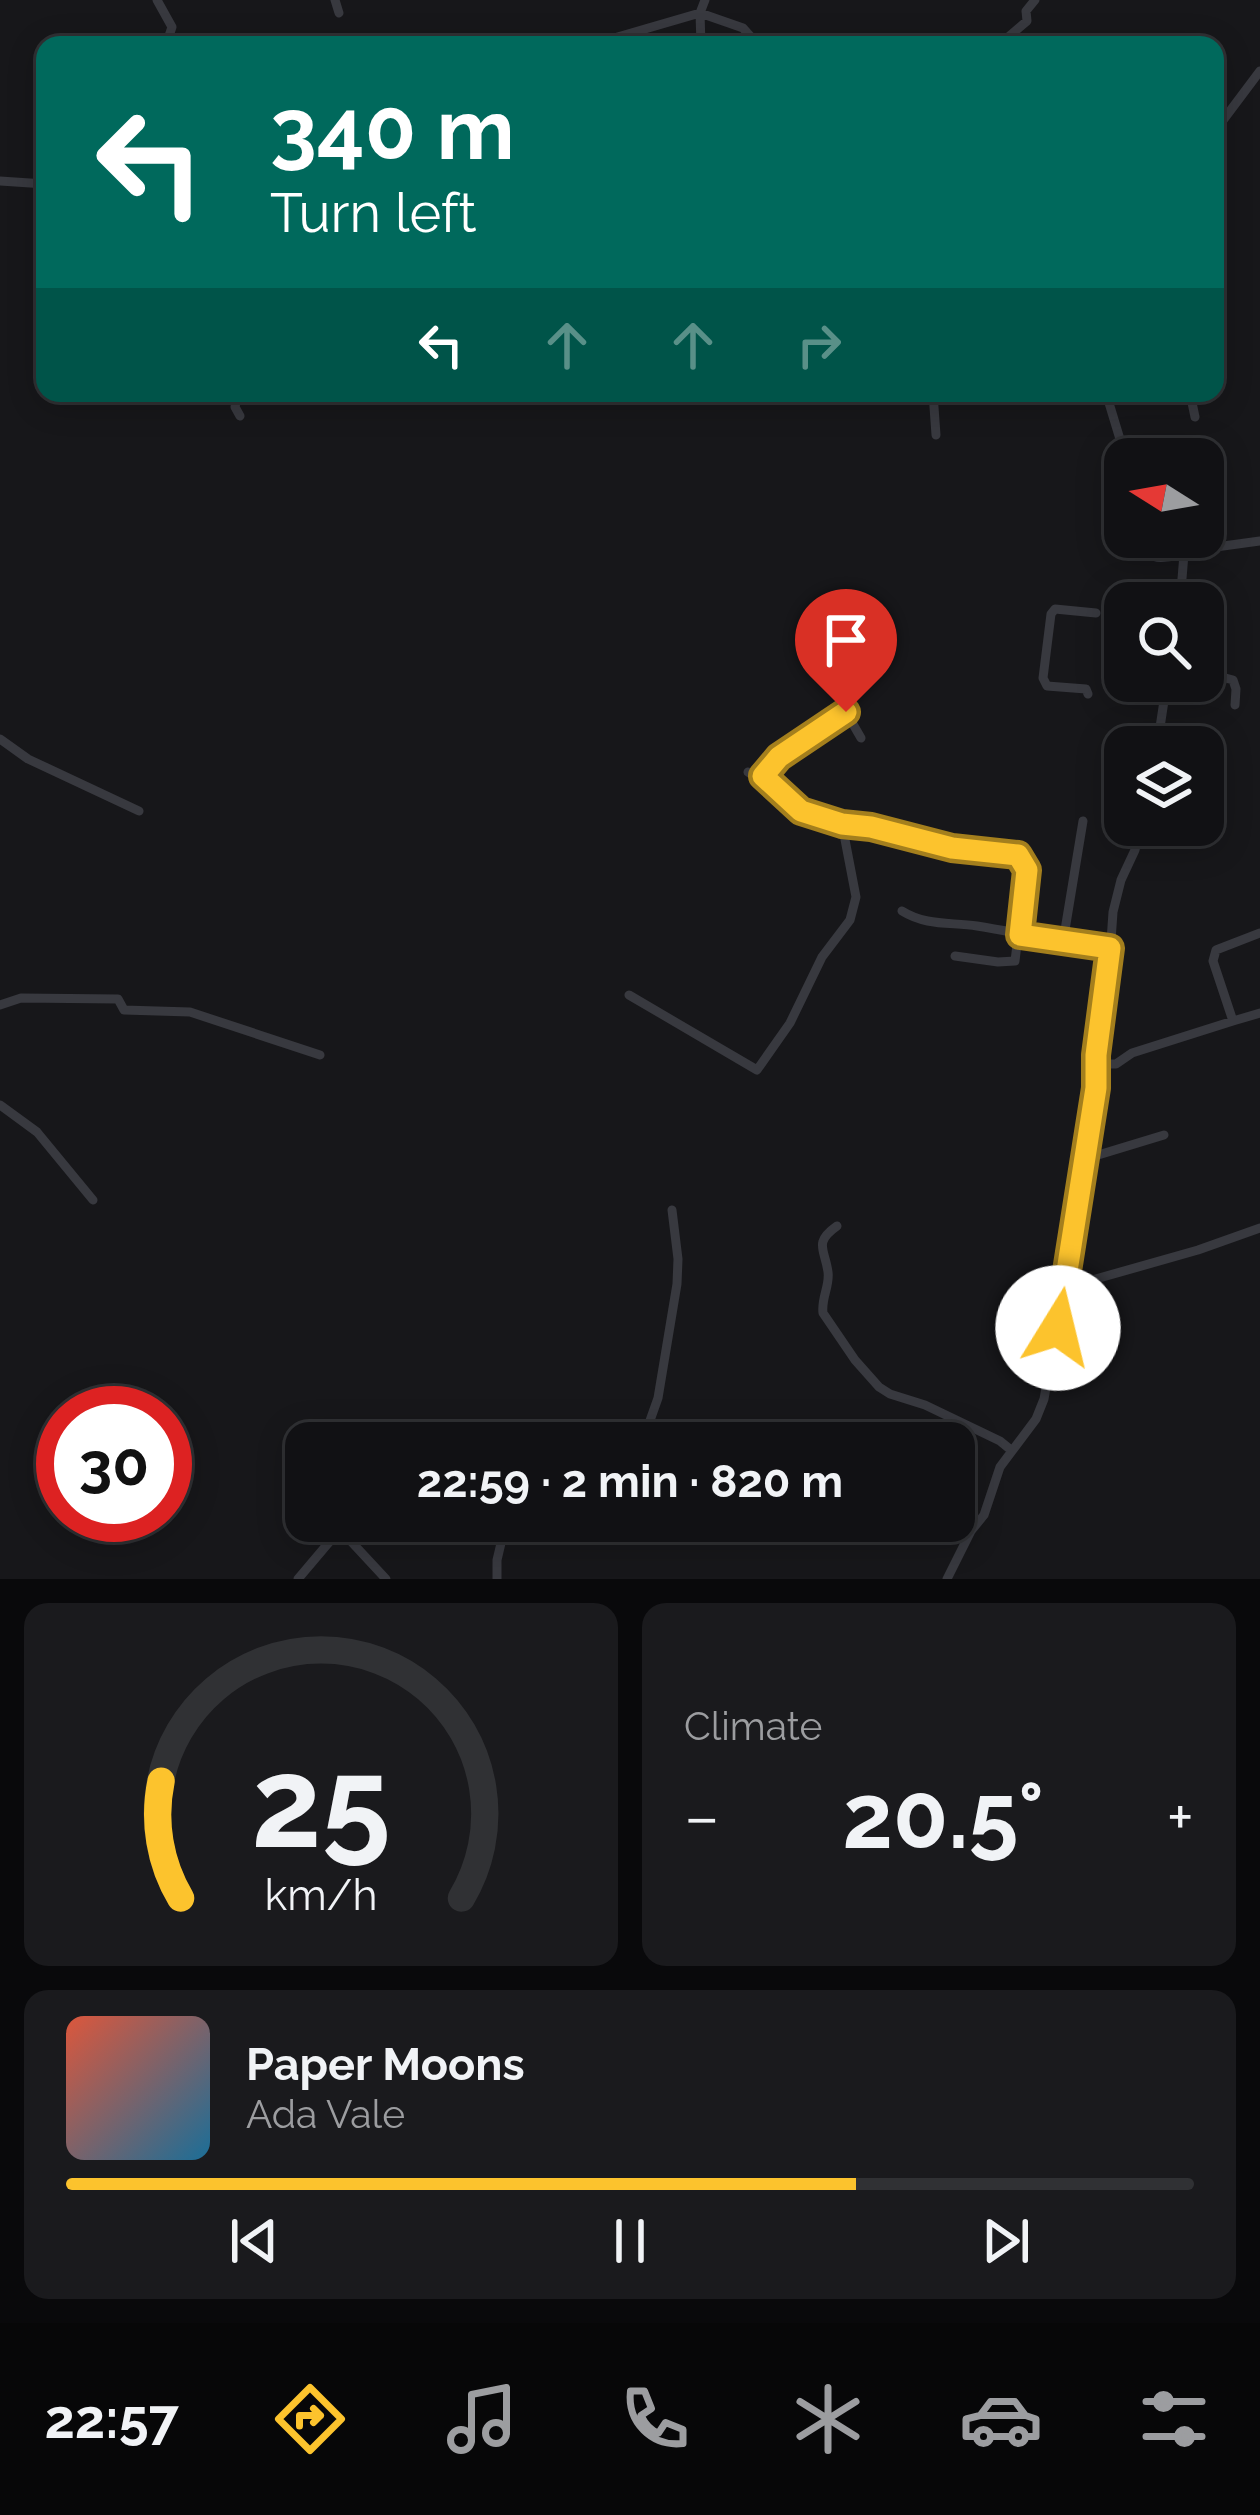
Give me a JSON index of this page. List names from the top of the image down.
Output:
{
  "north": "left",
  "page": {
    "turn": ["340 m", "Turn left"],
    "limit": "30",
    "trip": "22:59 · 2 min · 820 m",
    "tile": "Climate",
    "heat": ["−", "20.5°", "+"],
    "song": ["Paper Moons", "Ada Vale"],
    "tabs": "22:57",
    "gauge": ["25", "km/h"]
  }
}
____________
• [WORK TO COMPLETE] Every line of the data above should be returned exactly, with the pictures removed.

• [OUTPUT OF THE TASK]
Give me a JSON index of this page. List names from the top of the image down.
Output:
{
  "north": "left",
  "page": {
    "turn": ["340 m", "Turn left"],
    "limit": "30",
    "trip": "22:59 · 2 min · 820 m",
    "tile": "Climate",
    "heat": ["−", "20.5°", "+"],
    "song": ["Paper Moons", "Ada Vale"],
    "tabs": "22:57",
    "gauge": ["25", "km/h"]
  }
}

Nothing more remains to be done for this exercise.